In September, at his annual Clinton Global Initiative meeting, Hillary Clinton hosted more than two dozen foreign leaders, including Queen Rania of Jordan, President Shimon Peres of Israel and President Álvaro Colom of Guatemala.
Here is a list of some of the issues concerning Bill Clinton’s activities that will effect Obama’s decision:
1. Will Bill Clinton release identity of the donors to his William J. Clinton Foundation, which is involved with foreign countries?
Since its creation in 1998, his foundation has raised more than $500 million, which went toward the construction of his Presidential Library in Little Rock, Ark, and the creation of the Clinton Global Initiative.
2. Should his foundation accept money from foreign governments, businesses or individuals for the foundation's philanthropic activities?
The foundation has received contributions from the Saudi royal family, the king of Morocco, a foundation linked to the United Arab Emirates and the governments of Kuwait and Qatar. . .

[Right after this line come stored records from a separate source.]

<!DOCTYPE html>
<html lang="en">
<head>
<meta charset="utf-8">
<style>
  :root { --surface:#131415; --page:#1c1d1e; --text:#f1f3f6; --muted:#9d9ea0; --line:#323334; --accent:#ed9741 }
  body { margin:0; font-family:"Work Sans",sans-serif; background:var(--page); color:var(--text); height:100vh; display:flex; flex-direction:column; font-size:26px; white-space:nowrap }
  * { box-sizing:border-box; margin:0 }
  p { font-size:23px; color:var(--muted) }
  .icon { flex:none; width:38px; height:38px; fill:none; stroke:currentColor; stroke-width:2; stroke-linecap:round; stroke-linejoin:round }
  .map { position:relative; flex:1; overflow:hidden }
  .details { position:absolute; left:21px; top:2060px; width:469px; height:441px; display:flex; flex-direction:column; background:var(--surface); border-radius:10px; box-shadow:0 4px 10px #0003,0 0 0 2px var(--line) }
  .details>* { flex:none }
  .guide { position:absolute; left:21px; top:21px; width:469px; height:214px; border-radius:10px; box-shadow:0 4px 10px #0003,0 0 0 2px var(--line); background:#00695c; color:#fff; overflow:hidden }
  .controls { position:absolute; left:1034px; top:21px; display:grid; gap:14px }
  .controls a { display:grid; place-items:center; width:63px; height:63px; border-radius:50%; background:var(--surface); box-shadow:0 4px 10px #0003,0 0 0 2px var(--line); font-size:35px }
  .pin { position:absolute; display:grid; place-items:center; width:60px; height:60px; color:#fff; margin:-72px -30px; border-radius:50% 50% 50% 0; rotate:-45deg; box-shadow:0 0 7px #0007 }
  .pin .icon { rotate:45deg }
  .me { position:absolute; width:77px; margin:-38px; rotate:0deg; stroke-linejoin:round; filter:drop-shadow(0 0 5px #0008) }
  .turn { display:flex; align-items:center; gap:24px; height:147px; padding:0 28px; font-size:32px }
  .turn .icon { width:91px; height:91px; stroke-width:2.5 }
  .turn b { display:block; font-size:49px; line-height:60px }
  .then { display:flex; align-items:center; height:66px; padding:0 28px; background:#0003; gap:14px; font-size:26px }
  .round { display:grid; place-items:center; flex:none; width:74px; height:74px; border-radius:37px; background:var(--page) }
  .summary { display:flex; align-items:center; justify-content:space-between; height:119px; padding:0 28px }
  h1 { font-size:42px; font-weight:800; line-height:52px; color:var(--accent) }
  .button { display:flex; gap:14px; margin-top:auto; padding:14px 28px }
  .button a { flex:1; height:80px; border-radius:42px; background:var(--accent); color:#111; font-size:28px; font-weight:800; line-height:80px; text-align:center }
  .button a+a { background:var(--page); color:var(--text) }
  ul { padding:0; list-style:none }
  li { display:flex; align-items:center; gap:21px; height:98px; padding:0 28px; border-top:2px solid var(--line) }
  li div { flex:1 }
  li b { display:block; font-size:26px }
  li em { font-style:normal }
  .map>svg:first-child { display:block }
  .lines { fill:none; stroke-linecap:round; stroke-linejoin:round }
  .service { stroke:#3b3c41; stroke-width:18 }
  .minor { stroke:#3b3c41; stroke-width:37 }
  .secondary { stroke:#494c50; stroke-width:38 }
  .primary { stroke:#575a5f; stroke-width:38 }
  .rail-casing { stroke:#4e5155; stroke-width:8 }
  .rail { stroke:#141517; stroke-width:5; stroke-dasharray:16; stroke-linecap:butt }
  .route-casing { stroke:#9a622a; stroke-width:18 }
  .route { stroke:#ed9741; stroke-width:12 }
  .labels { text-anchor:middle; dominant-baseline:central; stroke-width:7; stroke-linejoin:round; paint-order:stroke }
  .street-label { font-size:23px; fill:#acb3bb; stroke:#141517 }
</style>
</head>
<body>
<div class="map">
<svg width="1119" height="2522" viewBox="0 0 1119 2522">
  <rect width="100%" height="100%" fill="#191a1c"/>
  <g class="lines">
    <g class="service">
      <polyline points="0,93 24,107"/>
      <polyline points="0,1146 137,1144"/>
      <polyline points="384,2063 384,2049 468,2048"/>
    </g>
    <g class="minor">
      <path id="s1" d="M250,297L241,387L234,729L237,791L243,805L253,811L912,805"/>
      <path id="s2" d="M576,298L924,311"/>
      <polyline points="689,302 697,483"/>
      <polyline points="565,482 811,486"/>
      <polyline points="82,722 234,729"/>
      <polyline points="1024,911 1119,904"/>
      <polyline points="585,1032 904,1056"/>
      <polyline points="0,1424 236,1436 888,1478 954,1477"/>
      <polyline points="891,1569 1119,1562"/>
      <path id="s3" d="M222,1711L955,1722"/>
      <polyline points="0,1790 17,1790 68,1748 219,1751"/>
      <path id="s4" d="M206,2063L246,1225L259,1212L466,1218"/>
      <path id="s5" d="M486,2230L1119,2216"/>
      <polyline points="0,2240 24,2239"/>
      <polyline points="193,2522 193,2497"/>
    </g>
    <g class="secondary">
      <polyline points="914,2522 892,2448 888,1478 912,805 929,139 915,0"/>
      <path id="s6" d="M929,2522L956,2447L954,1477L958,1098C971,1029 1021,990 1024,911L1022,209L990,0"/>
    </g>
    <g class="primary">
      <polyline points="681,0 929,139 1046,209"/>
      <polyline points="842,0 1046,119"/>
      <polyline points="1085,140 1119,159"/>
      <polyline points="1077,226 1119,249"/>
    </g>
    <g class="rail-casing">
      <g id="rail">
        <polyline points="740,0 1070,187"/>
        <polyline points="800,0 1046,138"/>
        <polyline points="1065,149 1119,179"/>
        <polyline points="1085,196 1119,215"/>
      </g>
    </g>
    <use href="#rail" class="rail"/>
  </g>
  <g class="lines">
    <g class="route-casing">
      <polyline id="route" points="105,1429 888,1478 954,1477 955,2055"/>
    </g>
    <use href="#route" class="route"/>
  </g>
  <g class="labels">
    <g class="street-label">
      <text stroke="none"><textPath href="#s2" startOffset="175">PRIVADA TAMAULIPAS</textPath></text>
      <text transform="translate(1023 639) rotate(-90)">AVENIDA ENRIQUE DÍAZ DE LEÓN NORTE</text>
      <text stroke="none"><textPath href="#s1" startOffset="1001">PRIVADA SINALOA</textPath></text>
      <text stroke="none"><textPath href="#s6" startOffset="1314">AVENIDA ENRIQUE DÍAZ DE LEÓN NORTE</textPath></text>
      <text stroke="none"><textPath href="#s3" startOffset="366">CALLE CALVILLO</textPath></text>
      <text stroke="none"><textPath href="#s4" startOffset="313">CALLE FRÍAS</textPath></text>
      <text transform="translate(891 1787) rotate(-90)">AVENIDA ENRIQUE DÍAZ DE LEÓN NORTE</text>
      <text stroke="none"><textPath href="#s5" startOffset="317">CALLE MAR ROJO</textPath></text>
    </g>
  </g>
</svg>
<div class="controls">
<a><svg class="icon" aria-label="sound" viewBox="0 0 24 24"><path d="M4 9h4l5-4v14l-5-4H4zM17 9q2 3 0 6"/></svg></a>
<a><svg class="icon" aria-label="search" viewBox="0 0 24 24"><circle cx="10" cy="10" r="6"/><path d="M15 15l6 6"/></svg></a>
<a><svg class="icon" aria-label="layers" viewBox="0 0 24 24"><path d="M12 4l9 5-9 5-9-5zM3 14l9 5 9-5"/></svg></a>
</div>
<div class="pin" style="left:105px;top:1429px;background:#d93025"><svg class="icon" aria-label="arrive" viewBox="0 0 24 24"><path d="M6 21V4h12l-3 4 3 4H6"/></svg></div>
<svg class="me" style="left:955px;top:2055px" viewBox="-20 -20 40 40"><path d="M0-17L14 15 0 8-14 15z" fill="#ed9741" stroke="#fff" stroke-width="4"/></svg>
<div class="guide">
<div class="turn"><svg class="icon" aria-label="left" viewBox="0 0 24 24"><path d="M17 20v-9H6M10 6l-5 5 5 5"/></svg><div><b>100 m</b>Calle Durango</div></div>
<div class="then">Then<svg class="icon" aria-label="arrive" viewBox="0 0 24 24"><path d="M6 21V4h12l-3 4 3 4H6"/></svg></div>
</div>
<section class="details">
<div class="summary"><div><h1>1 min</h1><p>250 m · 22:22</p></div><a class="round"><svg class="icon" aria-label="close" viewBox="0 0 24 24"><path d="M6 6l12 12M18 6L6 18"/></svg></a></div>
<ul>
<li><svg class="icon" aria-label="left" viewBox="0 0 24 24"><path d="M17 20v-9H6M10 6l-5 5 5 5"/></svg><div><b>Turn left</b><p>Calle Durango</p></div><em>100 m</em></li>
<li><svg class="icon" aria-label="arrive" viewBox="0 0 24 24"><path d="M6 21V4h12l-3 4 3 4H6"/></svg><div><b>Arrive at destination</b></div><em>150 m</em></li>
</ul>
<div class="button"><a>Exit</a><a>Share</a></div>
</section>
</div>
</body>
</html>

Lanny Davis, a longtime Clinton friend who said he was not speaking on the couple's behalf, said he "completely rejects 100 percent" any suggestion that there was a conflict between Clinton's work raising money for his foundation and the work his wife would be doing as the nation's chief diplomat.
3. Will Bill Clinton release the identity of the contributors to his library?
Last year the New York Times examined a detailed list of 97 donors who gave or pledged a total of $69 million for the Clinton library late in Clinton’s administration. It found that some of the donors were long time friends of the Clintons and others were seeking policy changes in the administration.
Two people pledged $1 million each while they or their companies were under investigation by the Clinton Justice Department.
4. Will Bill Clinton provide the sources of some of his speaking fees?
Bill Clinton has earned as much as $425,000 for a one-hour speech and he delivered paid speeches 54 times last year for a total of $10.1 million in fees.
5. Will Bill Clinton agree not to take money for speeches from foreign businesses that have a stake in the actions of the American government?
6. Will Bill Clinton agree to separate himself from the activities of his foundation, including raising money?
Mikva has floated this proposal as a way to overcome legal and ethical problems and the appearance of problems.
7. Will Bill Clinton willingly curtail speaking out on foreign policy matters?